[Del 18 al 24 de marzo de 2005]
«El pueblo lo ha
asimilado»
(Jueves
24 de marzo de 2005)
El techo de la actividad
de ETA ha ido elevándose a lo largo del tiempo. Al principio, se ceñía a matar
policías y militares de alta graduación, pero con el paso de los años fue
ampliando progresivamente la variedad de sus objetivos, hasta incluir
trapicheros, concejales, ertzainas, morosos del
«impuesto revolucionario» e incluso, dependiendo de la mejor o peor fortuna,
viandantes ocasionales por ciudades de España y turistas en general.
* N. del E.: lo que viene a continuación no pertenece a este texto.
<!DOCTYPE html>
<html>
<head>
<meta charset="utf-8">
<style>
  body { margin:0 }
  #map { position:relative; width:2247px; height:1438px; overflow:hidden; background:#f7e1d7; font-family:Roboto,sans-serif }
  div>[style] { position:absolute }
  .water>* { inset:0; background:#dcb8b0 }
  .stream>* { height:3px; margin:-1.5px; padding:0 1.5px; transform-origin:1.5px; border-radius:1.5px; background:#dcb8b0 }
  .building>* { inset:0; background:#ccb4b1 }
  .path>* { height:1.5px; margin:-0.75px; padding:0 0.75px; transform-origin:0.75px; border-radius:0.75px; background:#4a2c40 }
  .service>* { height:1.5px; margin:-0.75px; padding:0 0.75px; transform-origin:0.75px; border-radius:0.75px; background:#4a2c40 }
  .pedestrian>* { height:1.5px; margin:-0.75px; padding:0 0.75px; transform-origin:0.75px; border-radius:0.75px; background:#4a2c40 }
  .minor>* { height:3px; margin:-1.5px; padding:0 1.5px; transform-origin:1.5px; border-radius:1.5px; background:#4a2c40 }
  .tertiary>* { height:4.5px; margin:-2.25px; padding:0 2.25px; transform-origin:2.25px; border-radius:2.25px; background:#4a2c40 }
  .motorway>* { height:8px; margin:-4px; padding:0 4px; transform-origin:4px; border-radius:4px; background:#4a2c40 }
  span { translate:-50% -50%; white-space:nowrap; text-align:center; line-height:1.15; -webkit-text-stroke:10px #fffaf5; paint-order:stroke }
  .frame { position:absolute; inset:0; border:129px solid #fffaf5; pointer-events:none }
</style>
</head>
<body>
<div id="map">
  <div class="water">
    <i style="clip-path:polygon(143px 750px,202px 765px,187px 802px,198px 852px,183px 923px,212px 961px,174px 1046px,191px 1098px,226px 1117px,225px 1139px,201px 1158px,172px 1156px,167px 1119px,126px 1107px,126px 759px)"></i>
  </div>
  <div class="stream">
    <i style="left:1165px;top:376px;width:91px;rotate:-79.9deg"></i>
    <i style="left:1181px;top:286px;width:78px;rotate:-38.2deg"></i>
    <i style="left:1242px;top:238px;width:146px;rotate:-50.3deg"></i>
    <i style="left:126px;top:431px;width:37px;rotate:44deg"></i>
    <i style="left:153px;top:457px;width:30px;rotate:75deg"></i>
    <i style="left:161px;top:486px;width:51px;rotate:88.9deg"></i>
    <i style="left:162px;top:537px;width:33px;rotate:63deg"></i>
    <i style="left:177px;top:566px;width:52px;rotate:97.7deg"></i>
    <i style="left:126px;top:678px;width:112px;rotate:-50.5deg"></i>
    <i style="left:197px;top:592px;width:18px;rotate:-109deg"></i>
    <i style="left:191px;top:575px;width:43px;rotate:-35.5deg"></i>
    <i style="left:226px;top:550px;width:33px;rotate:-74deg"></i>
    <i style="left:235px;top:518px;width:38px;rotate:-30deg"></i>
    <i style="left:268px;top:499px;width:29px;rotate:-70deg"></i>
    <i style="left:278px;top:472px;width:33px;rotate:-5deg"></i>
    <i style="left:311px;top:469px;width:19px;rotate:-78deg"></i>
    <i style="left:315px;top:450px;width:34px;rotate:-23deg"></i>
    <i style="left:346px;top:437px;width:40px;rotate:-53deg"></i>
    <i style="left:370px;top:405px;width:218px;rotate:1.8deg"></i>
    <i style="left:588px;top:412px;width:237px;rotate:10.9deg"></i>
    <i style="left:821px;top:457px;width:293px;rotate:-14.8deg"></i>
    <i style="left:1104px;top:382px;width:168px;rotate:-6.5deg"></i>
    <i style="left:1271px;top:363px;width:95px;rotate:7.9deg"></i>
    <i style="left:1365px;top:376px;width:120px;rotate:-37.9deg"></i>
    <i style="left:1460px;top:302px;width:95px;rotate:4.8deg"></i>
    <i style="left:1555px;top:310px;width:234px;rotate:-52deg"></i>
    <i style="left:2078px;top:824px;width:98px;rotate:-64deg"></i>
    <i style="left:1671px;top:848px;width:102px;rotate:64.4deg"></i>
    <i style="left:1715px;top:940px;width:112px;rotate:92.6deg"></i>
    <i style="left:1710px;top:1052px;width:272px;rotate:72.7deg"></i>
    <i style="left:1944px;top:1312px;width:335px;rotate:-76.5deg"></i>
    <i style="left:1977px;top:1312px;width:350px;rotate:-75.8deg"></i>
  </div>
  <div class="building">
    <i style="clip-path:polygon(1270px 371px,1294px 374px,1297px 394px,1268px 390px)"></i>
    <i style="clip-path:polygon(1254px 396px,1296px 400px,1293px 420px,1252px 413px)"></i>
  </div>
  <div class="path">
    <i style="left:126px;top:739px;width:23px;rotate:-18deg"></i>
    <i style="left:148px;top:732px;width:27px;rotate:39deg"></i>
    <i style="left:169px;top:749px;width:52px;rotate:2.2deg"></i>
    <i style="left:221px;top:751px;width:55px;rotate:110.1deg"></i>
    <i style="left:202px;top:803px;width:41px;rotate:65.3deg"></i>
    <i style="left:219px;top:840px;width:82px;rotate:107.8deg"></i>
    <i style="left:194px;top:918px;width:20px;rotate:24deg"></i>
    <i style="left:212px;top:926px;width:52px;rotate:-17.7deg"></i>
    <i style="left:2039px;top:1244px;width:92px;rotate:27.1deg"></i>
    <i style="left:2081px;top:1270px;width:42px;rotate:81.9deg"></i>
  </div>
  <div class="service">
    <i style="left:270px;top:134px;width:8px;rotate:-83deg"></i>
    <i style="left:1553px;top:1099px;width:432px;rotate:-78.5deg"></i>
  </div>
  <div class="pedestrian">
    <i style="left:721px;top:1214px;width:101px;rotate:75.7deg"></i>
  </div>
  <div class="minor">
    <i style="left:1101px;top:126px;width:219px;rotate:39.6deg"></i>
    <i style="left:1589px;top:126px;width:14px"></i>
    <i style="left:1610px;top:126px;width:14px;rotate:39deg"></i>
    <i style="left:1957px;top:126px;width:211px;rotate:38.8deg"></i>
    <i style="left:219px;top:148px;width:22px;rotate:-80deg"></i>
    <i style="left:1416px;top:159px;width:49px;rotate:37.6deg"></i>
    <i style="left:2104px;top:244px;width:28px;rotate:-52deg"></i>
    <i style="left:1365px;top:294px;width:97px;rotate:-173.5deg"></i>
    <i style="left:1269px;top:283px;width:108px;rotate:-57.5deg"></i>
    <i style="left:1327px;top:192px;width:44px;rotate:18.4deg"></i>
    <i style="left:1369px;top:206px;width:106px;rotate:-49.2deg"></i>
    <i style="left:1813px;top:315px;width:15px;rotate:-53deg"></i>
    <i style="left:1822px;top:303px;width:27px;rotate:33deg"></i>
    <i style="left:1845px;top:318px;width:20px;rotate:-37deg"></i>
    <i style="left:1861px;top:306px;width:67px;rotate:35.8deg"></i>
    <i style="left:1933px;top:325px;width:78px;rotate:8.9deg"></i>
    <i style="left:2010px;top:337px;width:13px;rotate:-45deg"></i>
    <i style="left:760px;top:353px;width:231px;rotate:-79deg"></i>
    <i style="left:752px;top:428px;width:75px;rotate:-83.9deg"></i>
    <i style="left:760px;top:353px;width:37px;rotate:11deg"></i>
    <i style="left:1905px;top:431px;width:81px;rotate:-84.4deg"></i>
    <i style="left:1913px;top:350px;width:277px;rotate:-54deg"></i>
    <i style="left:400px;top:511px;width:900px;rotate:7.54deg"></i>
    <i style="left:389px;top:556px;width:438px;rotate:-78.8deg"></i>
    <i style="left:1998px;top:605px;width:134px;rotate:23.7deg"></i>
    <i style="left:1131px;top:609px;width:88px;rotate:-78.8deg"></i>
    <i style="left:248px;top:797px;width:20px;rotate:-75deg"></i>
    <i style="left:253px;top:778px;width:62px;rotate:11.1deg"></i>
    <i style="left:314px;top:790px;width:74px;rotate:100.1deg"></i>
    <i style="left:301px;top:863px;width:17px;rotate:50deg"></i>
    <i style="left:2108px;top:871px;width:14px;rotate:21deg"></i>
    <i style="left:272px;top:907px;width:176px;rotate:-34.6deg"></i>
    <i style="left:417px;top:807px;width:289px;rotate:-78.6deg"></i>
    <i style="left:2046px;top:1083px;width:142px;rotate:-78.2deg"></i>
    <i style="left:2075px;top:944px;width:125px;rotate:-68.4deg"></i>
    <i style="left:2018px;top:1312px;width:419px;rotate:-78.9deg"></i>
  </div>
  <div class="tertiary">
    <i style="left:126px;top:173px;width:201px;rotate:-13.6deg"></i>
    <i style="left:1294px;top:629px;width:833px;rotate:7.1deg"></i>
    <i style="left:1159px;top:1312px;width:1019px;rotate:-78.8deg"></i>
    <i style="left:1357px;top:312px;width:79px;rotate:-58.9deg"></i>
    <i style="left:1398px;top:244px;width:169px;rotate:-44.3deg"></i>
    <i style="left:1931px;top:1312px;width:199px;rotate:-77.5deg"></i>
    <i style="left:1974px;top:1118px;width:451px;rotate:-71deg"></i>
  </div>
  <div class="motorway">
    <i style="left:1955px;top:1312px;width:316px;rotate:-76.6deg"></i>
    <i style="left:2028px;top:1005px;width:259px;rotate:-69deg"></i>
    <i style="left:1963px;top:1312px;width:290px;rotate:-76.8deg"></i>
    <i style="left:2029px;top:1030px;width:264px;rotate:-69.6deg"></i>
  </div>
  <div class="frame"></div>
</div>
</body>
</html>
Cada vez que ha dado un nuevo «salto cualitativo» en la gama de
sus víctimas, ETA ha esperado a ver qué reacción provocaba, muy especialmente
en la izquierda abertzale. Y cuando ha visto que la vuelta de tuerca
correspondiente no suscitaba una espantada
de mayor importancia en su base social, ha considerado que esa práctica ya
se podía dar por admitida. «El pueblo lo ha asimilado», se decía. Y empezaba a
pensar en la siguiente.
Su enemigo ha ido haciendo lo propio, a su modo. Ha ido ampliando
su panoplia represiva, tanteando la eficacia de cada medida y la amplitud del
rechazo social que le granjea (en Euskadi, se sobreentiende). Ha examinado
también con gran cuidado qué rentabilidad podía obtener de sus diversas
iniciativas de cara al objetivo político esencial que persigue en este campo,
que no es otro que la neutralización del nacionalismo vasco. Ilegalizaciones,
detenciones basadas en sospechas ideológicas, encarcelamientos que no se
sustentan en ninguna imputación concreta, sumarios tan dúctiles como eternos,
leyes a la medida de sus necesidades políticas, privación de derechos constitucionales (el derecho a ser elegido,
por ejemplo) a personas a las que ninguna sentencia les ha limitado ninguno,
invasión en las competencias del Parlamento vasco, utilización bochornosa de
los más altos tribunales para decir amén a cuanto les peta... Hacen, evalúan
las reacciones que sus decisiones provocan y, cuando ven que la respuesta
social es limitada y no pone en peligro su posición dominante, se dicen: «El
pueblo lo ha asimilado».
Sólo falta que encima les vaya bien en las próximas elecciones
vascas. Cosa que –lo voy avanzando– no es ni mucho menos imposible.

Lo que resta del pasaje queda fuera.